Ein weiteres Problem seien komplett unverständliche Formulare, beispielsweise für Förderprogrammanträge. Ähnliches gelte auch für die bei der Bundesagentur für Arbeit einzureichende Arbeitgeberbescheinigung. Dr. Reinhard Möller berichtet, dass diese so komplex sei, dass zum Ausfüllen regelmäßig die Hilfe von Rechtsanwälten in Anspruch genommen werde. Hier wie auch bei anderen Mitteilungspflichten schlägt der Normenkontrollrat Baden-Württemberg eine Once Only-Lösung vor: Daten werden einmalig an einer zentralen Stelle eingereicht und werden dann von dort weiter verteilt.
100 Standards für den Brandschutz
Die Anton Debatin GmbH hat derzeit mit den bürokratischen Begleiterscheinungen des Baus einer betriebseigenen Fotovoltaikanlage zu kämpfen. „Es gibt so viele Hürden. Angefangen beim Brandschutz, der mit dem Versicherer, der Stadt Bruchsal und der Berufsgenossenschaft zu klären ist.
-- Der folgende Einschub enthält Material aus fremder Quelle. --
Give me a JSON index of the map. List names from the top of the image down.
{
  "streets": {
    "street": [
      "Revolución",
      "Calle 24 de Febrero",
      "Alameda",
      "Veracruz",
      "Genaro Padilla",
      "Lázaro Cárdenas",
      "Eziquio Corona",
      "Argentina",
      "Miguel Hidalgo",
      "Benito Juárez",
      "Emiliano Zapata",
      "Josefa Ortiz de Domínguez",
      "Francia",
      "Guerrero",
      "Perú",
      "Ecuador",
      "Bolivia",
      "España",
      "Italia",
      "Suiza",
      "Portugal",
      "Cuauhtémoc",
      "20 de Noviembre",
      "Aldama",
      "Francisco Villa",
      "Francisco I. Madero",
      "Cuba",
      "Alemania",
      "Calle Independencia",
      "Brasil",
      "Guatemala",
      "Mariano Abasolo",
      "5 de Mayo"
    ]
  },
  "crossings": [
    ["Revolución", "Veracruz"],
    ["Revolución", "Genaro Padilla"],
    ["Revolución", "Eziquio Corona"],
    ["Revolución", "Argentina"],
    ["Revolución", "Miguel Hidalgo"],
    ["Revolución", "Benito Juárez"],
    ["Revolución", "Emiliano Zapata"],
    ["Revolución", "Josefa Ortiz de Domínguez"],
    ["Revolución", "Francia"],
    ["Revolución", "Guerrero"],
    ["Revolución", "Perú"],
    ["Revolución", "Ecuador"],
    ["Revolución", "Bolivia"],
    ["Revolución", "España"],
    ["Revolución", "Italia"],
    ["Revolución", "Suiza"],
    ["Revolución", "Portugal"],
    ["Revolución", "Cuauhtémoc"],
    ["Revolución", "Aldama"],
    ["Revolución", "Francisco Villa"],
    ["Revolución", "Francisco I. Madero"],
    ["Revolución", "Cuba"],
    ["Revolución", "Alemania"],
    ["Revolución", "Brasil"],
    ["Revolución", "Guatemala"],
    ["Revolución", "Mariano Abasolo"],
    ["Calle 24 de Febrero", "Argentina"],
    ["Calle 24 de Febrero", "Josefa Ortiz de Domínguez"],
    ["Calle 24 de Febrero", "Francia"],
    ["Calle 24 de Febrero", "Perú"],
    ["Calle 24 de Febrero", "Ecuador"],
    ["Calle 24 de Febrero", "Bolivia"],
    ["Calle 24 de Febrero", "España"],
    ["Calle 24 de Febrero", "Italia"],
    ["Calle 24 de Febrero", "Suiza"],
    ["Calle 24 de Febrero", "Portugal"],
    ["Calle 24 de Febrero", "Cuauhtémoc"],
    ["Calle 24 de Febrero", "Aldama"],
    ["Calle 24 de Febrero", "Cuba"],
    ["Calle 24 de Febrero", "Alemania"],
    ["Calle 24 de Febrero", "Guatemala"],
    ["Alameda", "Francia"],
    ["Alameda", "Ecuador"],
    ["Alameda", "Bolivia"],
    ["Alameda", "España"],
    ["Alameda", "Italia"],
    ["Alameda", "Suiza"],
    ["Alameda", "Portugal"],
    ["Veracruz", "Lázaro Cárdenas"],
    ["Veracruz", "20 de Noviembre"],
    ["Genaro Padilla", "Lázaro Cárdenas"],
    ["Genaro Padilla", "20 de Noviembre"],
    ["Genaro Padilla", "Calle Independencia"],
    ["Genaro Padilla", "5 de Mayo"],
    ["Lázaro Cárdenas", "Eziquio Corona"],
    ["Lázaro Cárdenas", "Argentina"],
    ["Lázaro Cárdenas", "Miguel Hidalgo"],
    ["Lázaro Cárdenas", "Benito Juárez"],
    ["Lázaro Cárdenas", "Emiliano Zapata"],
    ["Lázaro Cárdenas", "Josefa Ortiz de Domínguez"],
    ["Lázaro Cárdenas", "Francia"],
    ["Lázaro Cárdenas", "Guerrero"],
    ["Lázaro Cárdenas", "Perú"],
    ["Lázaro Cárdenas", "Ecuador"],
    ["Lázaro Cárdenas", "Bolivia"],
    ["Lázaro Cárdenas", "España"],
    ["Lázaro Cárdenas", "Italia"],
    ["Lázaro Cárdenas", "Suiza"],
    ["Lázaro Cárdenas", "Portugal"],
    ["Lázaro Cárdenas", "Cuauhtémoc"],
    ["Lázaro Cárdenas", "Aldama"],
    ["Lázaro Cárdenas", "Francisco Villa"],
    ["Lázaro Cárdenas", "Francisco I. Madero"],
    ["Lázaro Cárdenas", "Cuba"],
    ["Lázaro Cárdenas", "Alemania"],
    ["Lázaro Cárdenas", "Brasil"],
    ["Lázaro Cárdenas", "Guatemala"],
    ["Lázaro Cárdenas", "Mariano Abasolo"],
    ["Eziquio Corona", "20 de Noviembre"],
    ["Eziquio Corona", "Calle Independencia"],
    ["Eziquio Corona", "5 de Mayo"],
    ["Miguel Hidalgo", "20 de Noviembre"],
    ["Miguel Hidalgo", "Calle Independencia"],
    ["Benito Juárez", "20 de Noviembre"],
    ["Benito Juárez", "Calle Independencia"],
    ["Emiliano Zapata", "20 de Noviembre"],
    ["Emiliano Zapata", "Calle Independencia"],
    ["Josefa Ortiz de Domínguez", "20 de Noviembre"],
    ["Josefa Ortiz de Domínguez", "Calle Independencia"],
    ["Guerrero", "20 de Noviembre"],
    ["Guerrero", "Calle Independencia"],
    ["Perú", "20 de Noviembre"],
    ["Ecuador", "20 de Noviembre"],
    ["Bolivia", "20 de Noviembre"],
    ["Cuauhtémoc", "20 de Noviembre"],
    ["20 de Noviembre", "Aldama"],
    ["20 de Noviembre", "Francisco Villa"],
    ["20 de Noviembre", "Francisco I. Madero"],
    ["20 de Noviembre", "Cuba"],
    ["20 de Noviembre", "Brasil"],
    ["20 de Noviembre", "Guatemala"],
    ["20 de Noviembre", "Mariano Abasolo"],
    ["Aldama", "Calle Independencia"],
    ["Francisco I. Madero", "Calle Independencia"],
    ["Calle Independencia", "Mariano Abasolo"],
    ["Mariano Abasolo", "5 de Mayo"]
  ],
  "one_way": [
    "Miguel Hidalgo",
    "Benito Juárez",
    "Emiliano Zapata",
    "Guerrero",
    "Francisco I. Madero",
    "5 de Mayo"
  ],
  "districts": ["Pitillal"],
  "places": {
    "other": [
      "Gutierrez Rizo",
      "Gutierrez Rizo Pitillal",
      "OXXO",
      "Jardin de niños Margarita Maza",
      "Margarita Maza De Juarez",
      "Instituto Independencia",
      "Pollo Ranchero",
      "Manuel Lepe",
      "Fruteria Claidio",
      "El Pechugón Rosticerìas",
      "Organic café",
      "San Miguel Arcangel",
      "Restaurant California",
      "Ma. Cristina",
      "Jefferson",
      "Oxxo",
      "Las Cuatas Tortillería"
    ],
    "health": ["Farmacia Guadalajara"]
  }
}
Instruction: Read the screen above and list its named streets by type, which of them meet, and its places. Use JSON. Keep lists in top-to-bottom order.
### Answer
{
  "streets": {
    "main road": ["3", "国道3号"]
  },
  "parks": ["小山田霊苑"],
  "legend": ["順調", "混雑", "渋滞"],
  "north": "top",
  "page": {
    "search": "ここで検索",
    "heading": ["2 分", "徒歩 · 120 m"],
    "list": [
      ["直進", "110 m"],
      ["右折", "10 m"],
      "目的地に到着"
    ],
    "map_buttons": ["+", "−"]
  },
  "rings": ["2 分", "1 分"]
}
Es gibt insgesamt mehrere 100 Standards für Brandschutz.“ Wird ein Verpackungshersteller damit zum Stromproduzenten, hat er mit einer Reihe von Auflagen zu kämpfen. Was passiert beispielsweise mit nicht firmeneigenen, geleasten Druckern und Kaffeemaschinen? Hierfür darf nämlich der selbst produzierte Strom nicht ohne weiteres genutzt werden. Das Problem tritt besonders dann auf, wenn man beim Zollamt eine Stromsteuererstattung beantragt.
Weitere Themen waren unter anderem die aufwändige und zeitintensive Eintragung von Gesellschaften oder die Landesbauordnungen, die das Bauen über Bundesland-Grenzen hinweg deutlich erschweren. Auch die Artenschutzvorgaben, wie zum Beispiel zu der Umsiedelung von Echsen, können zu erheblichen Bauverzögerungen führen. Zudem wurden Themen auf Bundes- und Europaebene diskutiert, wie die Verpflichtung zur Aushändigung eines schriftlichen Nachweises über die Arbeitsbedingungen, die schwer mit „new work“ zu vereinenden gesetzlichen Vorgaben zur Arbeitszeit (-erfassung), sowie Hürden durch den Datenschutz und Probleme bei der Gewinnung von Mitarbeitenden aus dem Ausland.
Ursachen für unnötige Bürokratie
Als Ursachen für unnötige Bürokratie nannte Dr. Gisela Meister-Scheufelen folgende Punkte: die Komplexität der Regelungsbereiche, der Wunsch nach Einzelfallgerechtigkeit, Perfektionsdrang, aber auch Misstrauen, Sicherheitsdenken, fehlende Praxisnähe von Politik und Verwaltung, Abwälzung staatlicher Aufgaben auf die Wirtschaft und die fehlende politische Priorisierung von Bürokratieabbau. Ihre Lösungsvorschläge: „Politik muss das Thema Bürokratieabbau priorisieren, möglichst in Form eines Bürokratieentlastungsgesetzes. Die Digitalisierung muss weiter vorangetrieben werden, Praxistests sind unbedingt nötig und eine Modernisierung der Verwaltung unabdingbar.“ Dabei geht es dem Normenkontrollrat Baden-Württemberg um mehr Transparenz, mehr Eigenverantwortung, um Ergebnisse statt Vorschriften, um Vertrauen und einen Kulturwandel in der Verwaltung insgesamt.